Crucially, Cooper was vital in recognising (and thus establishing) the role of women in hiphop’s culture. Whilst I love the movement deeply, it’s hard to deny that hiphop has historically struggled with issues of misogyny, but women still played a vital part in forming the art form. A collaboration with Nika Kramer, Cooper’s seminal book We B*Girlz began as a documentation of a B-Girl dance competition in Germany, 2004. The book depicts dancers who’d come from all over the world, from Japan to New Zealand, and helped solidify the global importance of women’s contribution to hiphop culture. This act of acknowledging is at the heart of Cooper’s work:
‘Even when my photos don’t work aesthetically, I like to think they contain subject matter of interest to future generations. For me, photography is a form of historic preservation.’
https://www.huckmag.com/art-and-culture/photography-2/martha-cooper-interview-graffiti-hip-hop-subway-art-new-york/
Sue Kwon
Arguably combining the two approaches is iconic photographer Sue Kwon; with Leone’s intimacy and Cooper’s focus on situating artists heavily in the context of wider hiphop culture, Kwon represents a hayday of rap photography.
Her 2009 book Street Level focused specifically on capturing portraits of rappers in their New York surroundings, nestled amongst doorways, parks and skyscrapers. Perhaps this is a bit on the nose, but take Kwon’s gorgeously lucent portrait of Mobb Deep, surrounded by plants and dilapidated buildings in their own microcosmic urban jungle.

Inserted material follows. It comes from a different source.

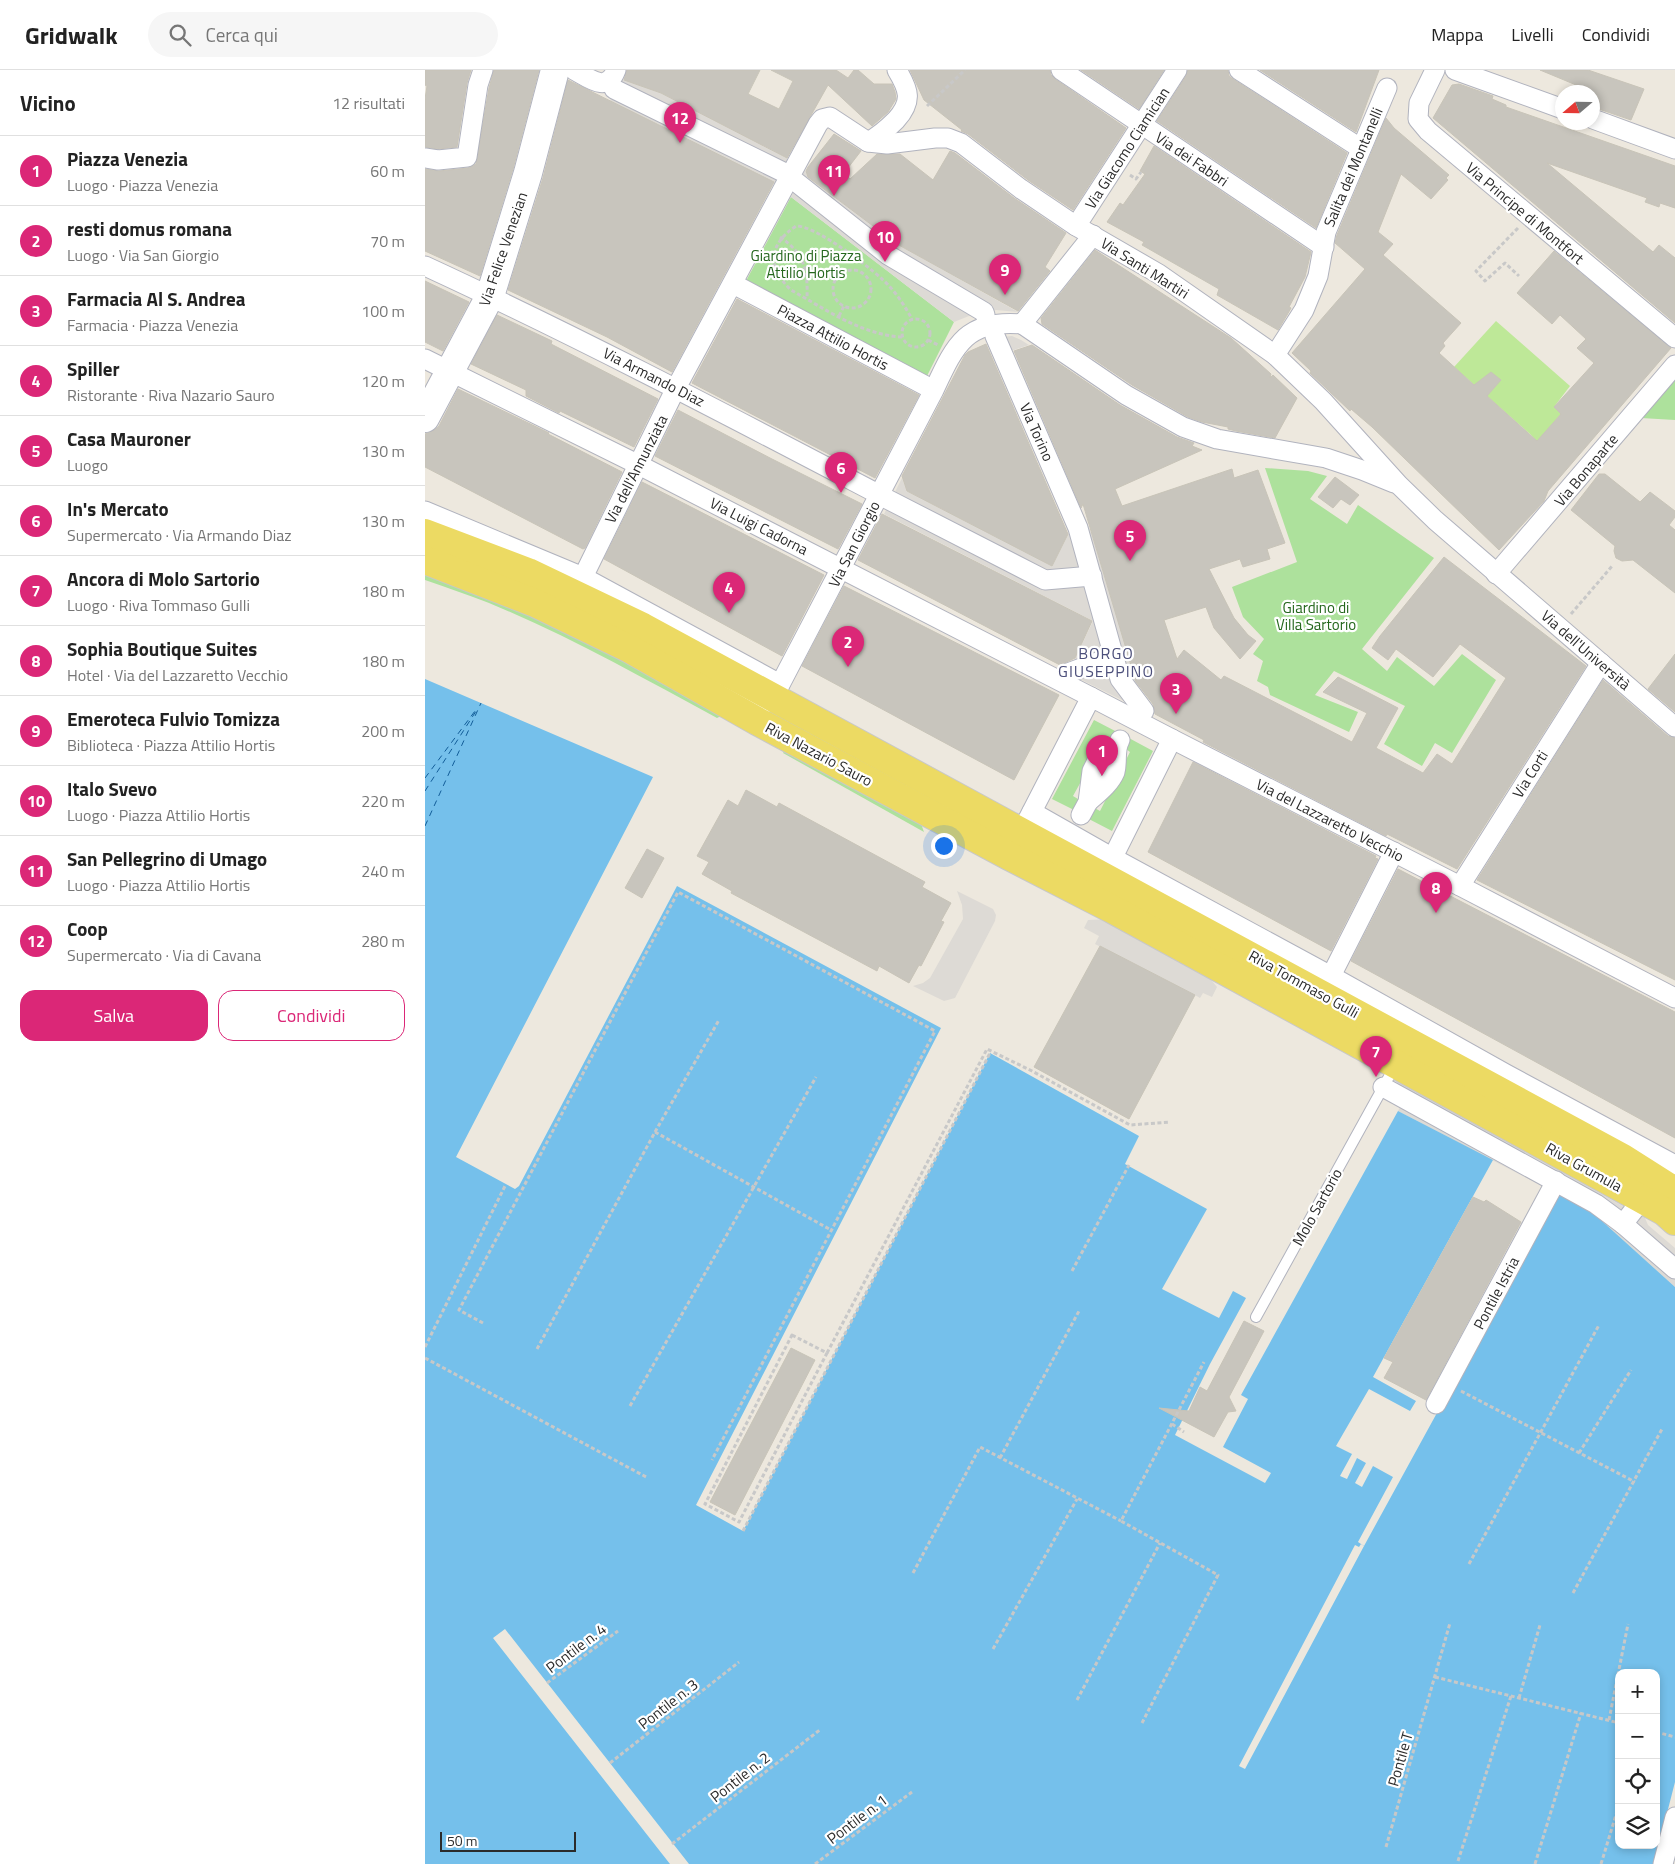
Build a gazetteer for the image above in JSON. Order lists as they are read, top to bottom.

Or this almost haunting image of the Beastie Boys, where their simultaneous softness and harshness matches that of their background; like the New York Skyline they appear both austere and muted, posturing and vulnerable.

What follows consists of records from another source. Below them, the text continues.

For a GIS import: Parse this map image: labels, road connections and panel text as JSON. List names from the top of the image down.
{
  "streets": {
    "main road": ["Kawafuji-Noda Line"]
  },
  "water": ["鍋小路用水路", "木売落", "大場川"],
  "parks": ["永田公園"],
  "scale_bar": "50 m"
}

As with Leone, the intimacy of Kwon’s portraits are striking. Some of her most famous images depict Biggie at the listening party of Life After Death. Compare the harshness of the two images:
The first is what we might expect to find of rappers now; affected, severe. The second, taken only seconds later, reveals the mood of the room and the relationship between Kwon and Smalls:
Working for The Source, Kwon’s images were widely disseminated and influential during the 80s and 90s, but most importantly, they also help us to restrospectively define hiphop. Take, for example, Kwon’s portrait series documenting rappers and their daughters, or candid photos of artists in their homes or behind the scenes of videos.
Exhibited across the world, these images play an important role in allowing our generation to understand the softer side of hiphop, the side that wasn’t about holding truth to power and speaking out against socioeconomic and racial discrimination, or the war on drugs, or the prison industrial complex, or the many issues that MCs took the emotional burden of contesting. Whilst this is a vital component of the genre’s DNA, these photos allow younger fans to see the other side of the artists – to see that hiphop was also sensitive, an artform about poetry and human connection. Kwon’s images help a new generation to understand this.